Так было и сейчас. Правда, Никсон не участвовал в разрушении Хиросимы. Не он убил Ясудзи и Сумико. Нет, не он. Но Никсон пользовался тем, что принадлежал к касте победителей, он унижал всех японцев, презирал нас. Этого я не мог ему простить. Пусть мое тело разрежут на куски, все равно я отомщу за гибель Хиросимы. Это чувство может понять только тот, кто сам стал жертвой атомной бомбардировки. И только его сердце может вместить такую слепую ярость, какая бушевала в моем».
«— Кадзуо-сан, беги скорей, спеши, не мешкай! — кричали мне товарищи по работе, и в их голосах слышался страх.
— Зачем мне бежать? — крикнул я. — Ведь я ни капли не жалею, что прикончил Никсона. Никсон хоть и не американец, но он чужой, он победитель.
— О'кэй, о'кэй… уходи скорее домой.
Я обернулся. Позади меня стояли оба Джонни. С радостным изумлением я заметил, что их лица не выражали злобы.
— А теперь, Кадзуо-сан, предоставь нам остальное. Мы все уладим. Если ты останешься, будет гораздо сложнее.
Конечно, удирать — это трусость! Но все были так взволнованы и встревожены. Я решил пойти домой.
Я тотчас же рассказал родителям обо всем случившемся.
— Если я действительно убил Никсона, военная полиция уже поставлена на ноги, чтобы арестовать меня, — заметил я.
Когда я кончил свой рассказ, мать громко заплакала; ее слезы капали на пол. Отец был бледен. Он вперил взгляд в угол комнаты…

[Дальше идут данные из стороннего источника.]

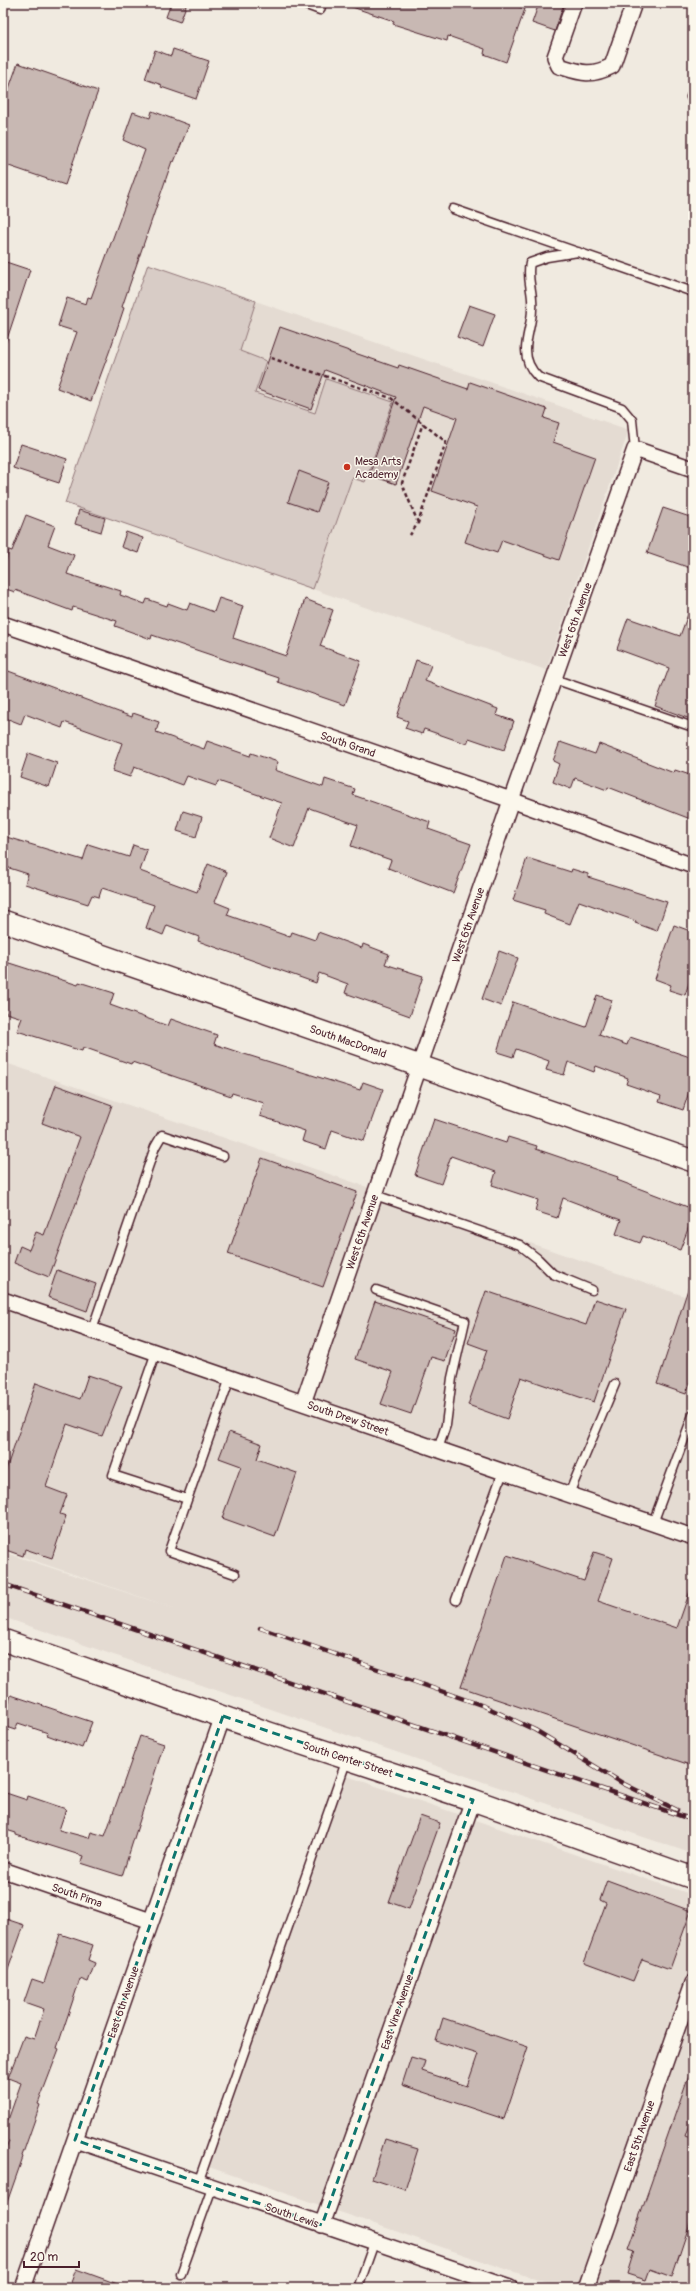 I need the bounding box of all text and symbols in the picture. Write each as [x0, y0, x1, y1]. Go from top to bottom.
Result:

— Перестань плакать! — резко приказал он матери. Отец делал вид, будто он вовсе не встревожен, в действительности, однако, это было не так.
— Кадзуо, — начал он, — ты один во всем виноват, и ты за все отвечаешь… Ты сейчас же должен явиться в свою фирму, поговорить с директорами и принять решение.
Я встал. Я слышал, как у нашего дома остановилась машина. «Это они», — подумал я.
Я сразу же вышел. На улице стояли оба Джонни, переводчик и один из директоров фирмы. Военной полиции не было видно.
— Коннити-ва, — сказал Джонни номер один и подмигнул мне… Тяжелое, давящее чувство, которое я испытывал, сразу исчезло: после подмигивания Джонни его словно ветром сдуло.